### PROBLEM REQUIREMENTS
Taking the line with "Instruction: Dump the" as the first and the line with "Input: one rendered" as the last, set down exactly every line in that range from the entries below, and no more.

:: ENTRIES SHOWN

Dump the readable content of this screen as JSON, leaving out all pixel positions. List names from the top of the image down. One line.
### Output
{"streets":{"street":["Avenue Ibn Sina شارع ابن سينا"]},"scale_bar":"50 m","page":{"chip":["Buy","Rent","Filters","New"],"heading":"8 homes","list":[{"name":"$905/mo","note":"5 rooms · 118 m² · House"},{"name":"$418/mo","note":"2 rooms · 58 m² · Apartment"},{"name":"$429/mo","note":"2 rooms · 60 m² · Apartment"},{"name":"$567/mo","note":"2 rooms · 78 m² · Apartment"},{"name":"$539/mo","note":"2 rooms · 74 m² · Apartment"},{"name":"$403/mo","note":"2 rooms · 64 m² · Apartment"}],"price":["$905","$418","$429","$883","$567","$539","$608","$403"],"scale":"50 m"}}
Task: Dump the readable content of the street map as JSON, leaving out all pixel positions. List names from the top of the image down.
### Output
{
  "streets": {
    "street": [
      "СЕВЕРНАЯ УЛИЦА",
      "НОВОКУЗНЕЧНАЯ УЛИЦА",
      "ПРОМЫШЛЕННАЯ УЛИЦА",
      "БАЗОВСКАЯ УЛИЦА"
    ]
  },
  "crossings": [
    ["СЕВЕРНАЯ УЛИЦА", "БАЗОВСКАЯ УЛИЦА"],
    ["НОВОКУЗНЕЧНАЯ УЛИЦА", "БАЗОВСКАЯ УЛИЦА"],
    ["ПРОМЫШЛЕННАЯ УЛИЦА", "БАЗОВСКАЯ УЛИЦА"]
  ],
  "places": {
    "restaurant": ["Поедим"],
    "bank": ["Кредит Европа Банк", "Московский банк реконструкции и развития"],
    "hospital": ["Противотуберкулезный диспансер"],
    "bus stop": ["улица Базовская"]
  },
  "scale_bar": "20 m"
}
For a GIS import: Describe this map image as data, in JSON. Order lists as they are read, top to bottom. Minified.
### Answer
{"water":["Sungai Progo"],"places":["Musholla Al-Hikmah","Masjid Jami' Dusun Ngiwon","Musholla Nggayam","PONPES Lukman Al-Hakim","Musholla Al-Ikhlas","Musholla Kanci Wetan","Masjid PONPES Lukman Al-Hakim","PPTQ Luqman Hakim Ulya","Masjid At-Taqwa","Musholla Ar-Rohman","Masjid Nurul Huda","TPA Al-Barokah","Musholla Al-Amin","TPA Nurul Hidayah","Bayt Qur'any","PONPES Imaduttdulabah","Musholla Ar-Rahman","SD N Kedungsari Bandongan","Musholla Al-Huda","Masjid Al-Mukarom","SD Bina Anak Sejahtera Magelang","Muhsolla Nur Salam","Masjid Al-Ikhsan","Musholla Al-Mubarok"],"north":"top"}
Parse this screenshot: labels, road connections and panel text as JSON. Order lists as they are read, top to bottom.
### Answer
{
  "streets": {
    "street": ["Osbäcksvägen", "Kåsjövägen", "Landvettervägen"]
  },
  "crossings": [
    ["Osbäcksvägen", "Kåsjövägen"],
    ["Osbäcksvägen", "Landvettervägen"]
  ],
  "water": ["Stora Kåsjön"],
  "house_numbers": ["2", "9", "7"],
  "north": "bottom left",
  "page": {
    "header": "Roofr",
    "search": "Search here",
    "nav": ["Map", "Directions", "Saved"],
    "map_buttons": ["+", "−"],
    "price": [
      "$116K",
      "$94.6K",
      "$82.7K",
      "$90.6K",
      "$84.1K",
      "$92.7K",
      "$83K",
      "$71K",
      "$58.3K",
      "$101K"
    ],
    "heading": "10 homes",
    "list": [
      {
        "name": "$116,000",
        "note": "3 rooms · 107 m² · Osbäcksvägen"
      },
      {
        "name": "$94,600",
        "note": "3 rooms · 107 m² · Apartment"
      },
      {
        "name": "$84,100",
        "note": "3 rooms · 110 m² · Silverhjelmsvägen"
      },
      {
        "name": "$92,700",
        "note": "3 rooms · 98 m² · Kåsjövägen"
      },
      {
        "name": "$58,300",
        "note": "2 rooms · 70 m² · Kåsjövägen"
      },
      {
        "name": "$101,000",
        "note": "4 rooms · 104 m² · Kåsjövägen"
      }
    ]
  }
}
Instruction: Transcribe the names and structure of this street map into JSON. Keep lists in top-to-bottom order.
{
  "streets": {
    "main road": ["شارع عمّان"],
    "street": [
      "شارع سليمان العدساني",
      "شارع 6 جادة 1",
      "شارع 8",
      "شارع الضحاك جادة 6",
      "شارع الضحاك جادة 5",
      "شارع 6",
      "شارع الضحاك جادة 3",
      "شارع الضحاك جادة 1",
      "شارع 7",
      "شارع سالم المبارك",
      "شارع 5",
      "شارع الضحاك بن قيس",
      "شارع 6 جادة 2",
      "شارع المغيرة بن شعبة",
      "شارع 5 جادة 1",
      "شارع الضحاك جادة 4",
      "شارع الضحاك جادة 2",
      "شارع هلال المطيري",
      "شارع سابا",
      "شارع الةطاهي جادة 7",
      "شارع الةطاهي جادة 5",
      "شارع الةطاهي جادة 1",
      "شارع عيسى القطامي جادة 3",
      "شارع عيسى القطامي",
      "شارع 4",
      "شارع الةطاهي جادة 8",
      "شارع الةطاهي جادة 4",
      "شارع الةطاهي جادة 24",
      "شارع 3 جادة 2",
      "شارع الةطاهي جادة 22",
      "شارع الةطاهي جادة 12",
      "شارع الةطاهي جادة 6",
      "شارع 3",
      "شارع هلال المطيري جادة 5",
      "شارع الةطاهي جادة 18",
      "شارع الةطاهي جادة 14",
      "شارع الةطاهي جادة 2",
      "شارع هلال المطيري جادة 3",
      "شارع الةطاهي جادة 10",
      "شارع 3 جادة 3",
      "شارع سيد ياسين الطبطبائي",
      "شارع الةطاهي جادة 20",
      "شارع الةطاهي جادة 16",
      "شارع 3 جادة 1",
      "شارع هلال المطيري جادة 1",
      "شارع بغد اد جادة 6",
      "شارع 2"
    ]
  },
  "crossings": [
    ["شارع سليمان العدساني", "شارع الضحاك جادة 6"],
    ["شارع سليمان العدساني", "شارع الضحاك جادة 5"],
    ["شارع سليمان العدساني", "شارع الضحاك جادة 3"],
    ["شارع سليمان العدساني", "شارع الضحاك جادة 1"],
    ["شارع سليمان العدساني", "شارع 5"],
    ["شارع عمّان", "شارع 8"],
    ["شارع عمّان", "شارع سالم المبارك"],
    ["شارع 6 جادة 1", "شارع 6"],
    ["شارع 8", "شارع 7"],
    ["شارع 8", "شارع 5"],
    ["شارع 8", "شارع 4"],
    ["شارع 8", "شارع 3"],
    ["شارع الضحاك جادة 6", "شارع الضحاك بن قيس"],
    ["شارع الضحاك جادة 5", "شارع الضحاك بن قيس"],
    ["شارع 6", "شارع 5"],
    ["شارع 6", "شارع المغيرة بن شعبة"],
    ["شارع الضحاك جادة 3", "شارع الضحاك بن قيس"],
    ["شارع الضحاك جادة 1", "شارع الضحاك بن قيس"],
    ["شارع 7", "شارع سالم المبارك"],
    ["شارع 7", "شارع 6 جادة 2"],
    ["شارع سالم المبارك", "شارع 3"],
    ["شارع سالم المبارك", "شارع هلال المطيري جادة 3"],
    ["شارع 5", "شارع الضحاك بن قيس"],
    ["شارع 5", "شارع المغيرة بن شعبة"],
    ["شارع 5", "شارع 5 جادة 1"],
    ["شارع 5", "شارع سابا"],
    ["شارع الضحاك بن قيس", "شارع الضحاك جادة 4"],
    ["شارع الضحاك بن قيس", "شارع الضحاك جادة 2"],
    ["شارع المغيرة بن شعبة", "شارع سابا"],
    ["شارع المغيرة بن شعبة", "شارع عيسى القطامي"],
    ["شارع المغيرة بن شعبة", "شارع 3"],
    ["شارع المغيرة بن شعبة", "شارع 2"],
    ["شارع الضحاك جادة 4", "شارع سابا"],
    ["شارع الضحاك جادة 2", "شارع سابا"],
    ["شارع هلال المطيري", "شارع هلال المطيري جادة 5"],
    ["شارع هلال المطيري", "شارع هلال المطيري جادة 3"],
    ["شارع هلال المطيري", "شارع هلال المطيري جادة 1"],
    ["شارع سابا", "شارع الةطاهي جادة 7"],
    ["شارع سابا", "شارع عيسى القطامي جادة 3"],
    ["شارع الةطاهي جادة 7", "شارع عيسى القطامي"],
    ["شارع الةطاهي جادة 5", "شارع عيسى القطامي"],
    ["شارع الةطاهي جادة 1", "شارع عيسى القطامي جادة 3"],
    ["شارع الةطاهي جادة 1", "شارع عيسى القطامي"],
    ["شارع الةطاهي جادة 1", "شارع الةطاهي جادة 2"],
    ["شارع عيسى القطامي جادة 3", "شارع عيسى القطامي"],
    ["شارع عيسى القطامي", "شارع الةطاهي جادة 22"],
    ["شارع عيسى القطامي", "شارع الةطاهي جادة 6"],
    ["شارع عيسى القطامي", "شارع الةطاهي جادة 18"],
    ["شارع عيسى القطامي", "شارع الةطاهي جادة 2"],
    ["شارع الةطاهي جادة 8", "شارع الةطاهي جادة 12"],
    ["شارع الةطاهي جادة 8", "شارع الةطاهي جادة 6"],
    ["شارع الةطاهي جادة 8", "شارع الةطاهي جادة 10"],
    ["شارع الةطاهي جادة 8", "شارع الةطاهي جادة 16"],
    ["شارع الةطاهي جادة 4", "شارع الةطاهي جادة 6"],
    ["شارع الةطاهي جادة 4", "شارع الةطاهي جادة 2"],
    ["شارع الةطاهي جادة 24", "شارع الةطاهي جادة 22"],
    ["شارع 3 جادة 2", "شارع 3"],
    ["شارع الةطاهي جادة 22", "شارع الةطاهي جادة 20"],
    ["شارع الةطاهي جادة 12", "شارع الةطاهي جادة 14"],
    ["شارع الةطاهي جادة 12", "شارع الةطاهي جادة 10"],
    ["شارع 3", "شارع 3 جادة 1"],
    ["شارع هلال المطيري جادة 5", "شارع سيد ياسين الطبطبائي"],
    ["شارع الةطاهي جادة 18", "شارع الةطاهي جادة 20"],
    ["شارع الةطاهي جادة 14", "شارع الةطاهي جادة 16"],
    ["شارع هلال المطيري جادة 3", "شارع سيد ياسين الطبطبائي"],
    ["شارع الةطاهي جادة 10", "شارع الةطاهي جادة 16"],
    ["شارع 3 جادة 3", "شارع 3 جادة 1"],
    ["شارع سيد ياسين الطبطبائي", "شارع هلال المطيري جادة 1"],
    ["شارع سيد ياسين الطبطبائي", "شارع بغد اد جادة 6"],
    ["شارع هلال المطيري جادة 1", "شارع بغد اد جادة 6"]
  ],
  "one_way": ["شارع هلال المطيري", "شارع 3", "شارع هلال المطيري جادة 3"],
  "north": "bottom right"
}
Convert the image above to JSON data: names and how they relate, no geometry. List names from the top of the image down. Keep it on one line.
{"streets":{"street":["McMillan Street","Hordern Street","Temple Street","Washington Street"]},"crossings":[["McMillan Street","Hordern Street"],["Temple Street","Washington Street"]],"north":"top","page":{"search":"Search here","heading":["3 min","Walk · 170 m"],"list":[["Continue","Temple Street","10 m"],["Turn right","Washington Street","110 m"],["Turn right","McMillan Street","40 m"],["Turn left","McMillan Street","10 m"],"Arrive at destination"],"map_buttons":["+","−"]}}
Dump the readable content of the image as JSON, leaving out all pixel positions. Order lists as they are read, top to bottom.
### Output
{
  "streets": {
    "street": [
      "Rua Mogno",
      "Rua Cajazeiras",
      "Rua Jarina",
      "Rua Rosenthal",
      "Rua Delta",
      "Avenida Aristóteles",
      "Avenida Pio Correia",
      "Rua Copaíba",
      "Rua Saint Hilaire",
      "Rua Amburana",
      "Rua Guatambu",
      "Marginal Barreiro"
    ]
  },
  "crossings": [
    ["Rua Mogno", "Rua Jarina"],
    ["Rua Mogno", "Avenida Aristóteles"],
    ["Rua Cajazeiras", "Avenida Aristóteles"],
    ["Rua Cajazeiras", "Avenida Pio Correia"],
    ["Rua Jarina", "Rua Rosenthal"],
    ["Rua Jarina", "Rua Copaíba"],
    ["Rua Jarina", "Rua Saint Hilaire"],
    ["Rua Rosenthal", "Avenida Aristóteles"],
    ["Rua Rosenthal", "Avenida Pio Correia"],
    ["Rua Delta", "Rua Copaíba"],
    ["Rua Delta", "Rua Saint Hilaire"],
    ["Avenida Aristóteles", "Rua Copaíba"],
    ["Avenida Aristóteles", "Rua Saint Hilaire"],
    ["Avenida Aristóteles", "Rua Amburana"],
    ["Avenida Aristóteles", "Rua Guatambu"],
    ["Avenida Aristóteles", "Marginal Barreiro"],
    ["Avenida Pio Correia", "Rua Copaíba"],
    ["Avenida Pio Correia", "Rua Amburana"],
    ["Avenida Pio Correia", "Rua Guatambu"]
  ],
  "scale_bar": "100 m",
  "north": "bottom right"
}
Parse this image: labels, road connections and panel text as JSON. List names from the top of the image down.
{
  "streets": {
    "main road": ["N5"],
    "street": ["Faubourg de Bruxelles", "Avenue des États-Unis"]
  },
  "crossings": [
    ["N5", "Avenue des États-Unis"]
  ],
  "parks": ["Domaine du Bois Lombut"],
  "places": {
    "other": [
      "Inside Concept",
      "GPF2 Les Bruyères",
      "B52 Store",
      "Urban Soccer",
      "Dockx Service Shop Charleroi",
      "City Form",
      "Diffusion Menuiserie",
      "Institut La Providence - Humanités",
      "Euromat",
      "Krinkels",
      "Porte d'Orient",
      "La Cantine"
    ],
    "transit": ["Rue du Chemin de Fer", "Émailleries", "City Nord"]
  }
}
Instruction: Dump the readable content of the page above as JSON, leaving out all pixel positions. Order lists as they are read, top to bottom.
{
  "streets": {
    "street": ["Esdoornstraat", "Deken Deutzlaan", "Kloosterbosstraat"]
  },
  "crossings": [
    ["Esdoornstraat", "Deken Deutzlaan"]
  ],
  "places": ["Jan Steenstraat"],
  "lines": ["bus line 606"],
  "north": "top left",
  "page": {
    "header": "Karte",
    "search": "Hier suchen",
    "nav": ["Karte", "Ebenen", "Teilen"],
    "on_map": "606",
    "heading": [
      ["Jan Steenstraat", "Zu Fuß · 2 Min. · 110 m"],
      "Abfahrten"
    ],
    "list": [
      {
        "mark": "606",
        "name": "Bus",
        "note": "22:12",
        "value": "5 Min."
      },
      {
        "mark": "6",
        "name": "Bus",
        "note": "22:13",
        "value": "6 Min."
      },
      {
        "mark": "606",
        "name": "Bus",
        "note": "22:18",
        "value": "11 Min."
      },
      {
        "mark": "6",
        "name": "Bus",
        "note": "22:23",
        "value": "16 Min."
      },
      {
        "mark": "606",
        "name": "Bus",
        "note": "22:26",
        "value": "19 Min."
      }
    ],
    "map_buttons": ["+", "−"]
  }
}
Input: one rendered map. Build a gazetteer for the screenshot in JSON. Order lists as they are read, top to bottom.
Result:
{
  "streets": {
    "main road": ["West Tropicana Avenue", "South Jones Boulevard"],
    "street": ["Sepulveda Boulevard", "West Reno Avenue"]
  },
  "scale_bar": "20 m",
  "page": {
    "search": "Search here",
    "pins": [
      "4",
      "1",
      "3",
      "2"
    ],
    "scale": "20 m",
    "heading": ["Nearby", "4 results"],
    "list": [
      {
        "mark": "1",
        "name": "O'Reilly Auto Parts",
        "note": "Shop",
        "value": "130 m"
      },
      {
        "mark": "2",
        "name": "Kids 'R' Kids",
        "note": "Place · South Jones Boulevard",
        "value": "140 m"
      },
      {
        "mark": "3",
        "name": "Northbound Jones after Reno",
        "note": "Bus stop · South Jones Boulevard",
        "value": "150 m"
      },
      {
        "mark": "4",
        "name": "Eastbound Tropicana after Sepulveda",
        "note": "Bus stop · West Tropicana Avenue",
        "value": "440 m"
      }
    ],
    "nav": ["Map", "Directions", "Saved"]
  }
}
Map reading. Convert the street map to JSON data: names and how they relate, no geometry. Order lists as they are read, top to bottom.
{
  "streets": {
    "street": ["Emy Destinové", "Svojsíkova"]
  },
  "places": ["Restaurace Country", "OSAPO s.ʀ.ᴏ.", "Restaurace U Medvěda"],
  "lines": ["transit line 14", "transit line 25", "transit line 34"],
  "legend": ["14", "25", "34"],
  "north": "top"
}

::::

### ANSWER BOX
Instruction: Dump the readable content of the page above as JSON, leaving out all pixel positions. Order lists as they are read, top to bottom.
{
  "streets": {
    "street": ["Esdoornstraat", "Deken Deutzlaan", "Kloosterbosstraat"]
  },
  "crossings": [
    ["Esdoornstraat", "Deken Deutzlaan"]
  ],
  "places": ["Jan Steenstraat"],
  "lines": ["bus line 606"],
  "north": "top left",
  "page": {
    "header": "Karte",
    "search": "Hier suchen",
    "nav": ["Karte", "Ebenen", "Teilen"],
    "on_map": "606",
    "heading": [
      ["Jan Steenstraat", "Zu Fuß · 2 Min. · 110 m"],
      "Abfahrten"
    ],
    "list": [
      {
        "mark": "606",
        "name": "Bus",
        "note": "22:12",
        "value": "5 Min."
      },
      {
        "mark": "6",
        "name": "Bus",
        "note": "22:13",
        "value": "6 Min."
      },
      {
        "mark": "606",
        "name": "Bus",
        "note": "22:18",
        "value": "11 Min."
      },
      {
        "mark": "6",
        "name": "Bus",
        "note": "22:23",
        "value": "16 Min."
      },
      {
        "mark": "606",
        "name": "Bus",
        "note": "22:26",
        "value": "19 Min."
      }
    ],
    "map_buttons": ["+", "−"]
  }
}
Input: one rendered map. Build a gazetteer for the screenshot in JSON. Order lists as they are read, top to bottom.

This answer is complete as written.